_INSTRUCTIONS TO FOLLOW_
Read through the lines below and copy the ones holding the string "lane".

_Saved data entries_

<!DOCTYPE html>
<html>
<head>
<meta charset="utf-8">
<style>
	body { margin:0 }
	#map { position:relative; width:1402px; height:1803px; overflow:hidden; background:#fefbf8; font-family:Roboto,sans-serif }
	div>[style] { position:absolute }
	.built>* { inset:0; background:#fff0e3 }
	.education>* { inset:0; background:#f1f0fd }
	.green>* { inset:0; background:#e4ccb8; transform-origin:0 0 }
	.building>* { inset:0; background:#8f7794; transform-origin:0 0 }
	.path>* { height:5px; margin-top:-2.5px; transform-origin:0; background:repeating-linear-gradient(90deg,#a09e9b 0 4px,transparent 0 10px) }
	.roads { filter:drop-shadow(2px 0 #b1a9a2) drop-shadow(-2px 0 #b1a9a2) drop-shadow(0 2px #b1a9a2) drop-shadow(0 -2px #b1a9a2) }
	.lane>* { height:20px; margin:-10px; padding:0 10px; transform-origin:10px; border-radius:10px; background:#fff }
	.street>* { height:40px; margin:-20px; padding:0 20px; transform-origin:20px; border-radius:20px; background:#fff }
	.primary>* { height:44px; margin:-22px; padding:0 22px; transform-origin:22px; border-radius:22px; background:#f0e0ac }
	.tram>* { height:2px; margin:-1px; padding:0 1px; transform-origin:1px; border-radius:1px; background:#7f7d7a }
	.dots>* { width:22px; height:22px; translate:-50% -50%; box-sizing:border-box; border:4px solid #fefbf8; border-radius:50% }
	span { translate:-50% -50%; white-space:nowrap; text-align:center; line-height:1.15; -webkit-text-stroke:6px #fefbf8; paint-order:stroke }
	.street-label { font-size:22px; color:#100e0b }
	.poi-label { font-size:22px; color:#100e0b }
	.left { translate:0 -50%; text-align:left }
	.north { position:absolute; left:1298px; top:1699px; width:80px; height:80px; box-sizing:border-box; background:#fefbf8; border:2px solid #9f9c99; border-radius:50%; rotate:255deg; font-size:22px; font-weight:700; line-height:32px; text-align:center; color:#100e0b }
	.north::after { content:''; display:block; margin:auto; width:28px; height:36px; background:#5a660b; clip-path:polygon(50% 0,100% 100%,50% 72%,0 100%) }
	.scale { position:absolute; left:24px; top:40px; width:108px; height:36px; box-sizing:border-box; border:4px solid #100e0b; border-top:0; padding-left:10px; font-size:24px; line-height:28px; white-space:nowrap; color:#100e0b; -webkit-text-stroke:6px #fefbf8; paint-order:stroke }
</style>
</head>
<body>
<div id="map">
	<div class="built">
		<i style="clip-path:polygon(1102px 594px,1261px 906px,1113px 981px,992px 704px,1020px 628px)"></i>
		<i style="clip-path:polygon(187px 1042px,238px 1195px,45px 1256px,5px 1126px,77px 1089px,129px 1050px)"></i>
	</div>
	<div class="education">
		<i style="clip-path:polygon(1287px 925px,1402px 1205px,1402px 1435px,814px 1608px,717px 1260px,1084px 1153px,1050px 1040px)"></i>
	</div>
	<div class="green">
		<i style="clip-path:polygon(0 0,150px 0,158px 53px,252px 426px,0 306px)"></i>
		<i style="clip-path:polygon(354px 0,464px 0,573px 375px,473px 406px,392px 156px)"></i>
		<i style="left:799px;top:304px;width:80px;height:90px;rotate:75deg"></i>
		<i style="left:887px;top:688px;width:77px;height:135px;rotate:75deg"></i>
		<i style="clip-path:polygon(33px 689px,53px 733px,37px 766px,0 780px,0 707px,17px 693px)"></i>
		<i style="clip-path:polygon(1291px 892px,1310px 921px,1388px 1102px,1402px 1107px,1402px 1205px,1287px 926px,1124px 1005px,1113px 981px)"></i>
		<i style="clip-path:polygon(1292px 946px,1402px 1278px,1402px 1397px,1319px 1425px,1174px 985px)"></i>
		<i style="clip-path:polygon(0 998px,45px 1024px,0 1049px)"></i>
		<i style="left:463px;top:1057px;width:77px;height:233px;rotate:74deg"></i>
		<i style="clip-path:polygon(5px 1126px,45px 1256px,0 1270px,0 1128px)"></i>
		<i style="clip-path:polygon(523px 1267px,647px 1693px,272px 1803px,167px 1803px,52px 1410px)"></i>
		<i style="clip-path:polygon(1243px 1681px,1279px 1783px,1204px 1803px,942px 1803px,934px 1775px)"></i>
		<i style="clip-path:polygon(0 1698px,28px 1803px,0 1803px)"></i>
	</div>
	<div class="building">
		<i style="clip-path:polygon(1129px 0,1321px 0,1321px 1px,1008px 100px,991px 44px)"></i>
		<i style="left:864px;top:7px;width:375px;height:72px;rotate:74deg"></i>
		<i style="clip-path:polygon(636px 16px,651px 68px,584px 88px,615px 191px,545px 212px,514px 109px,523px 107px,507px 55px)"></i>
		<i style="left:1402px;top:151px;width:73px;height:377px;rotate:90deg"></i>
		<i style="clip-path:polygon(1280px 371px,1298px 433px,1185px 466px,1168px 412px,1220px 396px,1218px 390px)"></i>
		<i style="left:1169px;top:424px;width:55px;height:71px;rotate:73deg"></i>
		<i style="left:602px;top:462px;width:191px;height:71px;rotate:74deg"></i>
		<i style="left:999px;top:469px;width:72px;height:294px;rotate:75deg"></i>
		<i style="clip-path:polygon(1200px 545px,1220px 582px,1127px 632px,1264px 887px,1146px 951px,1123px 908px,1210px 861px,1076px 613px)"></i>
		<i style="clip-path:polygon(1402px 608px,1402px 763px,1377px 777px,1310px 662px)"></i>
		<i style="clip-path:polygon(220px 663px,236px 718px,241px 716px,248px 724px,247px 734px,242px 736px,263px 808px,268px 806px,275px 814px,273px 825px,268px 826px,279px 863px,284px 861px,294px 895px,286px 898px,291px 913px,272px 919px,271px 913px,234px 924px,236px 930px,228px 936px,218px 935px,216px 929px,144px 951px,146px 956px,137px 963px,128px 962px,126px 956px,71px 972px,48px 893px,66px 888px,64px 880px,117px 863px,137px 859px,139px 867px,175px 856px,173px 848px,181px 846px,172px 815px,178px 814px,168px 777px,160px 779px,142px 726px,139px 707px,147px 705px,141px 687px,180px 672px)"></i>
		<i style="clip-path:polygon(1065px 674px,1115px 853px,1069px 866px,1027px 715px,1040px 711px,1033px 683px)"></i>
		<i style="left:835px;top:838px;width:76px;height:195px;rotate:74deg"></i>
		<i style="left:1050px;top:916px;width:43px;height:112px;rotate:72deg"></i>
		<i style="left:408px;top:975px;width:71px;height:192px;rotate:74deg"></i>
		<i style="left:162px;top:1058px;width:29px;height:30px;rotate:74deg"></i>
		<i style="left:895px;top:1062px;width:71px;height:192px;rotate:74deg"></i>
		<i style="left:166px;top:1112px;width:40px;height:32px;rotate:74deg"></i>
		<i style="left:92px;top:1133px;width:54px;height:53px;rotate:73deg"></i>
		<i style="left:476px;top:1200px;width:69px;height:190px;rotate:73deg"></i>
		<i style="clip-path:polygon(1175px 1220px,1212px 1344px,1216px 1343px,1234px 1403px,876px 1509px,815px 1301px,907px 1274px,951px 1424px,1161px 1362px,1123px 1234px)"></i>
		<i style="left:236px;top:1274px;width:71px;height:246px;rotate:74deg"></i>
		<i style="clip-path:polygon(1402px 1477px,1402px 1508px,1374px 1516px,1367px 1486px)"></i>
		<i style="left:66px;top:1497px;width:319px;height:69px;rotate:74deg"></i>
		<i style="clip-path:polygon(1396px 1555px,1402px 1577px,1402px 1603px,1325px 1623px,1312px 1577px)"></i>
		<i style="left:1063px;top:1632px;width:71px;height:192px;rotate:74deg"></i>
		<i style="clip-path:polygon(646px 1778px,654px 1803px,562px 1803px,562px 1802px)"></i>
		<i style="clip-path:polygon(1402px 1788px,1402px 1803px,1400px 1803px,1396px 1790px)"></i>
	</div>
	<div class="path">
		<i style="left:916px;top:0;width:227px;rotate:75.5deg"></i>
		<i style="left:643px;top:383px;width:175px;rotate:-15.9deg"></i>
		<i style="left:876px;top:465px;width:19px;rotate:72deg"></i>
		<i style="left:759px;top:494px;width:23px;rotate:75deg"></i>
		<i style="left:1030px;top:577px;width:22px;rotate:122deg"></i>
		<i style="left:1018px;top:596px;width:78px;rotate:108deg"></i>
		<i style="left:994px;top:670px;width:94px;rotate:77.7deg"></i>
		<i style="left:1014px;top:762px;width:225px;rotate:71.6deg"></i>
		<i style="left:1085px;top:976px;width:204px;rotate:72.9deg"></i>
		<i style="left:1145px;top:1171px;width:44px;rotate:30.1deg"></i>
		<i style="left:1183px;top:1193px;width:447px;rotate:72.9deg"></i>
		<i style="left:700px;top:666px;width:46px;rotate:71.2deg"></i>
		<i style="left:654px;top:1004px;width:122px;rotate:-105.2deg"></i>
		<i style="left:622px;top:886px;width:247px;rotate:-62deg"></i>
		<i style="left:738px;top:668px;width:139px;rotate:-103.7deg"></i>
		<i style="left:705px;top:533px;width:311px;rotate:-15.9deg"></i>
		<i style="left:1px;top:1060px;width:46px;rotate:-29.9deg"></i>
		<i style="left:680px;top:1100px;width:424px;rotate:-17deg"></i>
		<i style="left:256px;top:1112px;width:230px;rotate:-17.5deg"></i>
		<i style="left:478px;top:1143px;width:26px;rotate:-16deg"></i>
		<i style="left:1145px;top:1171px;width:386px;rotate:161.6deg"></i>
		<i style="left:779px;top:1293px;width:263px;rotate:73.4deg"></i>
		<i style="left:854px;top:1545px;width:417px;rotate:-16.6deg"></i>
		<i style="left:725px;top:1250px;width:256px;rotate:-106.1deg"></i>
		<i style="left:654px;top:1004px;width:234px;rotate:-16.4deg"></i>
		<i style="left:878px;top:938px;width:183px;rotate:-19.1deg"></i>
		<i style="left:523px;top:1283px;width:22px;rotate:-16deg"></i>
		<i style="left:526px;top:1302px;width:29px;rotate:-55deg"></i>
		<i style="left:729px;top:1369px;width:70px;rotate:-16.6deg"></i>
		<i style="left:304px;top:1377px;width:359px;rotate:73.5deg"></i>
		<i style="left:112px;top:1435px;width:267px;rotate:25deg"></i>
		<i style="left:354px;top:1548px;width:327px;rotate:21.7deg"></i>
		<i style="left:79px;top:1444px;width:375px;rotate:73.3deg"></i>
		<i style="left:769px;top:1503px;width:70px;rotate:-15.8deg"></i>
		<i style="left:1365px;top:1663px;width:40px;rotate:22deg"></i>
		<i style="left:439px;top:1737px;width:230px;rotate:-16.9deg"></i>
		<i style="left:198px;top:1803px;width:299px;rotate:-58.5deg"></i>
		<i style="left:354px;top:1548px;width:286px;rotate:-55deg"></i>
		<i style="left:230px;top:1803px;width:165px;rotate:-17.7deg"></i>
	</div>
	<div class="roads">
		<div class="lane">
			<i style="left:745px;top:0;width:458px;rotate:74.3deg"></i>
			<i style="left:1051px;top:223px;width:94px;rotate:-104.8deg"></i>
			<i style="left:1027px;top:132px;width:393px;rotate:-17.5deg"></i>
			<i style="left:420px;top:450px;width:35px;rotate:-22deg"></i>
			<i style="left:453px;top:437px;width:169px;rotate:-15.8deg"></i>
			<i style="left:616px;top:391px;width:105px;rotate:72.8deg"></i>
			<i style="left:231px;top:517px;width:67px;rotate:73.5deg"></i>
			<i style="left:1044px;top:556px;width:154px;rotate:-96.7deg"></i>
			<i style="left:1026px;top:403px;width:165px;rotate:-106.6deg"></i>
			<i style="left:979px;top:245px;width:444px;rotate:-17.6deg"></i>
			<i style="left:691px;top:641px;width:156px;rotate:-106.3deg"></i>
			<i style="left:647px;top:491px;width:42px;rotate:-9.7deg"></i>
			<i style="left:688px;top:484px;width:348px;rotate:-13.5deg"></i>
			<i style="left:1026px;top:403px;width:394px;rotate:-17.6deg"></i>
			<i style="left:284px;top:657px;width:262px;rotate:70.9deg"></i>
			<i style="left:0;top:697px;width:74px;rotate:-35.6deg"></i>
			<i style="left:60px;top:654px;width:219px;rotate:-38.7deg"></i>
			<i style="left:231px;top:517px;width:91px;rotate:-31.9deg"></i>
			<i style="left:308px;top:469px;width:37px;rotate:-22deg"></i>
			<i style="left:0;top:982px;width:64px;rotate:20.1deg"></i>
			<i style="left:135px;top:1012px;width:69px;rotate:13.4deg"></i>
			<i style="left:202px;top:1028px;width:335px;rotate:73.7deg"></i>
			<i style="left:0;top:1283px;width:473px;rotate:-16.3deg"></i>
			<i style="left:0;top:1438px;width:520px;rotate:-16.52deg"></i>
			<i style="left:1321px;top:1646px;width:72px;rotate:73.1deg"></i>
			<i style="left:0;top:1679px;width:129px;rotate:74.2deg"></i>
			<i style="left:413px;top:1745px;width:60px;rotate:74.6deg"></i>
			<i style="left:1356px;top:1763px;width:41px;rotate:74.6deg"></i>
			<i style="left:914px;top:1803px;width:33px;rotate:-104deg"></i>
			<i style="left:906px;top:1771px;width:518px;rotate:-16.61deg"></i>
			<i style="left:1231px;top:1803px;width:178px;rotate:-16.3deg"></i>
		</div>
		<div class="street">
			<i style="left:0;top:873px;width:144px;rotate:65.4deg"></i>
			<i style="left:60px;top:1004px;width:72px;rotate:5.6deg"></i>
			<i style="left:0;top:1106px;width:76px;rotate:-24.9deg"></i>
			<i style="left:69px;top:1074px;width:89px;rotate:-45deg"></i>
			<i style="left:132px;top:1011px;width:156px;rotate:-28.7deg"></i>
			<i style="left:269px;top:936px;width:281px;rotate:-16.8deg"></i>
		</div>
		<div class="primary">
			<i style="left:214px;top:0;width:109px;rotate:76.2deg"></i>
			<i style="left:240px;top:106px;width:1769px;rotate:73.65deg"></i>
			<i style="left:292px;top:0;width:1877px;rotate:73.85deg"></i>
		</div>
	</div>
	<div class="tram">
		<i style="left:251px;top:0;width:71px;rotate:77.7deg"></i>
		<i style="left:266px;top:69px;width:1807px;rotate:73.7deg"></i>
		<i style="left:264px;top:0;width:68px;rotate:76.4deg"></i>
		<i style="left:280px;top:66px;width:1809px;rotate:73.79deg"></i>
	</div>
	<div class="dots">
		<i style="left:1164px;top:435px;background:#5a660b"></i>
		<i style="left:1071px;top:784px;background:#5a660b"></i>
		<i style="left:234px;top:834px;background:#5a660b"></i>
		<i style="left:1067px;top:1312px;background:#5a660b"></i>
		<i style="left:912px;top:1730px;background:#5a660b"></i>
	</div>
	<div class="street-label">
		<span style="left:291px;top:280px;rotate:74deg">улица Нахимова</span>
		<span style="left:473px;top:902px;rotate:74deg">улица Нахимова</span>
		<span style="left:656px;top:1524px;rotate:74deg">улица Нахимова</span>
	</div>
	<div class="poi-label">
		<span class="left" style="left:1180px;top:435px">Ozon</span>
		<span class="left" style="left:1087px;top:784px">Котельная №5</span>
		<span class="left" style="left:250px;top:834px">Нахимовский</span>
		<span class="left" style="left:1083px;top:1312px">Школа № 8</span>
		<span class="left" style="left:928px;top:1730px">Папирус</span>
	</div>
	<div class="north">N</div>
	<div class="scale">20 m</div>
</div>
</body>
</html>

_ANSWER TO THIS PROBLEM_
	.lane>* { height:20px; margin:-10px; padding:0 10px; transform-origin:10px; border-radius:10px; background:#fff }
		<div class="lane">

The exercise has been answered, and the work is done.